Britain’s Hinkley Point C plant, which was announced in 2007 with an estimated $18 billion price tag, is set to be completed 13 years late at a cost of $90 billion.
If a Dutton government built reactors in Australia, that cost would have to be repaid, which could come via consumers’ electricity bills.
Ontarian consumers and energy companies paid down debts from the construction and maintenance of nuclear plants that had ballooned to $C38 billion by 1999, so that cost no longer appears on their power bills.
Cost to consumers
Using the construction costs of nuclear plants recently completed or under way in countries such as the United States and France, an international think tank called the Institute for Energy Economics and Financial Analysis calculated how much customers would have to pay for nuclear power.
The institute said household energy bills for a medium-sized household could rise between $450 and $1154 a year in NSW and Victoria, based on current energy bills in those states. Bigger families would pay more.
The CSIRO has said a grid drawing 90 per cent of its power from renewables would deliver the cheapest electricity at between $89 and $128 per megawatt hour by 2030. It included $40 billion of transmission lines, batteries and pumped hydro in the renewables calculation.

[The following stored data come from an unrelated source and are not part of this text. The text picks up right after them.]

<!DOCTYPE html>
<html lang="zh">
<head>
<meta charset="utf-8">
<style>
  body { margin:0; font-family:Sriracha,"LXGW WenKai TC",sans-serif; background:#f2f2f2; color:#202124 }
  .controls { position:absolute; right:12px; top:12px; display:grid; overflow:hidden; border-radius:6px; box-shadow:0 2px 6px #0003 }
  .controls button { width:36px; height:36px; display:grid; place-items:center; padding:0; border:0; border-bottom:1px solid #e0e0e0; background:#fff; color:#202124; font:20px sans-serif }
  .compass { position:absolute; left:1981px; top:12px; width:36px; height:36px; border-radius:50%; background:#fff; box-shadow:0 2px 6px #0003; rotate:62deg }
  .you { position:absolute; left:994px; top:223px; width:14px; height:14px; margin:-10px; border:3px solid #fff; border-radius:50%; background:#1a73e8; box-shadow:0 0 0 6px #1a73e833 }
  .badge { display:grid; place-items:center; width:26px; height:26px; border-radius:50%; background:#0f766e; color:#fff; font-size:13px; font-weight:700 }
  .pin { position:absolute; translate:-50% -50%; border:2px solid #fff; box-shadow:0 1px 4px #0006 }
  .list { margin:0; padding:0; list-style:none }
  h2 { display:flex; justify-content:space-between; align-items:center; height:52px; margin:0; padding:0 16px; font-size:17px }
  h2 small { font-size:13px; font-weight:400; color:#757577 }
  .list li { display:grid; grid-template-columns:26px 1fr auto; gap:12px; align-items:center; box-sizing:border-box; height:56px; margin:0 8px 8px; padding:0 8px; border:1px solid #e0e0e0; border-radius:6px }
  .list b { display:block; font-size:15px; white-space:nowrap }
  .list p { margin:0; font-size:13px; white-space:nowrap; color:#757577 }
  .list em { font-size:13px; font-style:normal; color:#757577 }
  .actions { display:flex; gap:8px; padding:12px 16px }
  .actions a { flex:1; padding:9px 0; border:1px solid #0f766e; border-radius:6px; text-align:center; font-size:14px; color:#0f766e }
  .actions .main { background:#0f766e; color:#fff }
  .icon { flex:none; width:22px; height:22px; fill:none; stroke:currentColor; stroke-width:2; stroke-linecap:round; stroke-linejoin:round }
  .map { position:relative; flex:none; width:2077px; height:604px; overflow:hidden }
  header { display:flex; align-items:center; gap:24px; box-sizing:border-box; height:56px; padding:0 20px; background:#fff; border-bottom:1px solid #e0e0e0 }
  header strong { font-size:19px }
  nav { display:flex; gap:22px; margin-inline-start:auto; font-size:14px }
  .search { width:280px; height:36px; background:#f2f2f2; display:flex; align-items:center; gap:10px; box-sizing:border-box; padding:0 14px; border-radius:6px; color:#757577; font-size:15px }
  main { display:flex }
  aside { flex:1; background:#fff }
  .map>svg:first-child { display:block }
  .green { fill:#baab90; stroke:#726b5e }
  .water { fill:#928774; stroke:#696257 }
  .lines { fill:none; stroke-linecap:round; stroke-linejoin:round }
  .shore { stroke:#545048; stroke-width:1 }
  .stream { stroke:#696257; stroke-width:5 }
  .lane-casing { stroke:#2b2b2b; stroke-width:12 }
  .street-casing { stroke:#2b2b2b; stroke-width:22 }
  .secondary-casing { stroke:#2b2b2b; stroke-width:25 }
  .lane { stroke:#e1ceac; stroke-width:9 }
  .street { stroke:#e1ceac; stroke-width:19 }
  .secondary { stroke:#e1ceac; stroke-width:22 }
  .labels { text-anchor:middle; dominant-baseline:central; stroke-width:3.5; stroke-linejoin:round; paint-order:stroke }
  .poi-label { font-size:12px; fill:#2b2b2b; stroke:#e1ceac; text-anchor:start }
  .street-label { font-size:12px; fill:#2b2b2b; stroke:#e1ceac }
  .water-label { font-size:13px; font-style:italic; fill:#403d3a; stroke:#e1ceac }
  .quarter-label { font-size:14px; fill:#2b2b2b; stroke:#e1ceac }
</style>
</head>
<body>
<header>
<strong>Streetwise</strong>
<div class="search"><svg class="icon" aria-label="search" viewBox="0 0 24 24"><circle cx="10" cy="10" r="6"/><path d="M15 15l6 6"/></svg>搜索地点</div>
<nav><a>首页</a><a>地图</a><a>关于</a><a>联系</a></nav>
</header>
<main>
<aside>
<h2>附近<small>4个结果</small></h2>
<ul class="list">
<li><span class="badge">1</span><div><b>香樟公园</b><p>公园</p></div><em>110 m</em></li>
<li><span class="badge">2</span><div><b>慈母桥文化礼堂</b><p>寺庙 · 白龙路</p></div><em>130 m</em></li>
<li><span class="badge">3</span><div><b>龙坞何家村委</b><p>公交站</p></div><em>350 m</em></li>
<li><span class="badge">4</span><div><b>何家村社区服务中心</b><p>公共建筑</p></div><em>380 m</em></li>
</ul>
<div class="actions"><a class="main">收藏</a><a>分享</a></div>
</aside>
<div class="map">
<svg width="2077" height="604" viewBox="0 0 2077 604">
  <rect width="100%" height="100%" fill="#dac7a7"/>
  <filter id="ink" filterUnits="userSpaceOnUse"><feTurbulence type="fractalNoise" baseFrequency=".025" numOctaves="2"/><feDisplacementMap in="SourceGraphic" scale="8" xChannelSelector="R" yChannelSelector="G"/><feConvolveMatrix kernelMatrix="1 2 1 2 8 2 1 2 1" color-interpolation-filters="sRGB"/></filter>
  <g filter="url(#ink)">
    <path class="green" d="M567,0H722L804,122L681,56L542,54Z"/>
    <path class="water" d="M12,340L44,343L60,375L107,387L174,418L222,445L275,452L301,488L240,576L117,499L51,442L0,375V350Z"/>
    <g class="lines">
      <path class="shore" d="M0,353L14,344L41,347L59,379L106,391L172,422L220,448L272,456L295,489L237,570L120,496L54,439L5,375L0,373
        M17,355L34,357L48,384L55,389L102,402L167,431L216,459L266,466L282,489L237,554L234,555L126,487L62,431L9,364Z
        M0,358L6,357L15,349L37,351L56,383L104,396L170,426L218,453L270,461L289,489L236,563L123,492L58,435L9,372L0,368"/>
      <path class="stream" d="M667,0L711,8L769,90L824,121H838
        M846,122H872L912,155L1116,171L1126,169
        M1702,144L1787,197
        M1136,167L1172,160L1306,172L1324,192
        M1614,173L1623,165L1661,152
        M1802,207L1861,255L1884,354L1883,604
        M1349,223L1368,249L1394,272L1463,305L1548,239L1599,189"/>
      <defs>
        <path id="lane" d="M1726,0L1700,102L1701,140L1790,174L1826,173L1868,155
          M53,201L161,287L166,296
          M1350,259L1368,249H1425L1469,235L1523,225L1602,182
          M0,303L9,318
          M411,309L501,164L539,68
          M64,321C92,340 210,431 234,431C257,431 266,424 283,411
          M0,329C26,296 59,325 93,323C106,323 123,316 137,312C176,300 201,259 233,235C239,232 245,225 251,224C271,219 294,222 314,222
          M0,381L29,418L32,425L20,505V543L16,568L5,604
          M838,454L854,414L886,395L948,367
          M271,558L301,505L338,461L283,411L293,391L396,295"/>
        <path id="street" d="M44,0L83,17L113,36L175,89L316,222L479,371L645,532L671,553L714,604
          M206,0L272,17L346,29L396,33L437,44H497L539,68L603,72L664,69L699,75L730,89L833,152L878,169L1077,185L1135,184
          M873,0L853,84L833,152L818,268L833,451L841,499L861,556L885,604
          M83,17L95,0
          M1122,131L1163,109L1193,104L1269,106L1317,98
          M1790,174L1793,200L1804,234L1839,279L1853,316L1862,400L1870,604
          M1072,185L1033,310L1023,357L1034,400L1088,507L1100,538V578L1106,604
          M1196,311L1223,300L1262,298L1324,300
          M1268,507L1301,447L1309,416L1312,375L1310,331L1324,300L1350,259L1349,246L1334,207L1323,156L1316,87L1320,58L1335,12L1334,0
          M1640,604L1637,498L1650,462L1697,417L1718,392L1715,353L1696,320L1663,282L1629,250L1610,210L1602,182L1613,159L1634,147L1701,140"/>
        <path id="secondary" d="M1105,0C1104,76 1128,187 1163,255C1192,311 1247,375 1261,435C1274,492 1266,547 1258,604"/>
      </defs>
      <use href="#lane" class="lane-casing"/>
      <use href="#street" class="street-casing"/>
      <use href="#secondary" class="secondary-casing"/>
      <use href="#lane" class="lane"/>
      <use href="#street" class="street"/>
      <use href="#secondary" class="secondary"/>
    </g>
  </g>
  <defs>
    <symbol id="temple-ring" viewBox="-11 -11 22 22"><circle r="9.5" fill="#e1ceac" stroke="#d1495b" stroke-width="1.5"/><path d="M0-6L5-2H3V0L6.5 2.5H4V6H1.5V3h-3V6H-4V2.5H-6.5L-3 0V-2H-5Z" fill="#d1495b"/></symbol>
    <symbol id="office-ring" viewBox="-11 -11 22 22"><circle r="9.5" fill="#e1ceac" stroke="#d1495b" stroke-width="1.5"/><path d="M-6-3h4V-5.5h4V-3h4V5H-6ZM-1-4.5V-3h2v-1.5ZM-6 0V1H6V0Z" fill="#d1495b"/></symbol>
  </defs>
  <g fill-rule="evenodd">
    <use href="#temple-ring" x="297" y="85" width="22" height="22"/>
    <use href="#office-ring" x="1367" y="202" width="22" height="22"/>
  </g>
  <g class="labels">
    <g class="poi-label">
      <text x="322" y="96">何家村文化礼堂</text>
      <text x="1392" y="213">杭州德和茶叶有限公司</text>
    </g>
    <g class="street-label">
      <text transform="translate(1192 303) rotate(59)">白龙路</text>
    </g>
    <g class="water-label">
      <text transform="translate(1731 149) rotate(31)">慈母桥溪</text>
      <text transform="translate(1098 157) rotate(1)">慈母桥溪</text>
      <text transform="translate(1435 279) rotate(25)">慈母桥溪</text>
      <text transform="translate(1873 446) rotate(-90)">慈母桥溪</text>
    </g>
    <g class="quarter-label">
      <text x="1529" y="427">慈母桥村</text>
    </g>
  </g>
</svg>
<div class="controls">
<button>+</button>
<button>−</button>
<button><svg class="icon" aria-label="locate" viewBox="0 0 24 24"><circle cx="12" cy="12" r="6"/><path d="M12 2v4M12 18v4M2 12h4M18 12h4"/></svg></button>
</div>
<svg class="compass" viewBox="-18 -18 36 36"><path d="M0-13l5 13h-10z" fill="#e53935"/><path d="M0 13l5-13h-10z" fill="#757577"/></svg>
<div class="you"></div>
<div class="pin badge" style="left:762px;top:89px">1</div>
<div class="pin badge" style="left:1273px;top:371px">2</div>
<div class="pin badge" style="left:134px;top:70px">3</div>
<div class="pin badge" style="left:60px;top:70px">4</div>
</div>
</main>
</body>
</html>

A large-scale nuclear reactor would supply power for $136 to $226 per megawatt hour by 2040, and small modular reactors for between $171 and $366, it estimated.
Powering the grid
Dutton says the first nuclear reactor could be up and running by at least 2037. Experts question if this timeline is achievable, but assuming it can be done, there is still a significant unanswered question over how the opposition plans to power the grid in the coming decade.
The Australian Electricity Market Operator says the capacity of the electricity grid – which is the sum of all solar and wind farms, coal-fired power stations and gas plants – must double by 2035 to 150 gigawatts due to population growth and increasing electrification of cars, industry and homes.
Many new energy projects will be needed to meet growing demand and make up for the expected closure of 95 per cent of coal plants by 2035.
Analysis by the Energy Department, commissioned by Energy Minister Chris Bowen, found that if no more wind and solar farms were built, and coal plants were somehow funded to stay open beyond 2035, there would be an 18 per cent gap between electricity demand and supply. This gap would be 49 per cent if the coal plants were shut.
Renewables
Even if Australia goes nuclear, the Smart Energy Council, a renewables lobby group, has forecast a vast amount of renewable power will be needed before reactors come online around 2040.
When the opposition’s nuclear fleet was switched on – assuming it generates enough power to replace old coal-fired power stations – it would displace the electricity supply from about 3 million rooftop systems, the council said, given an average rooftop solar system of 6.6-kilowatt capacity generates 25 kWh of power a day.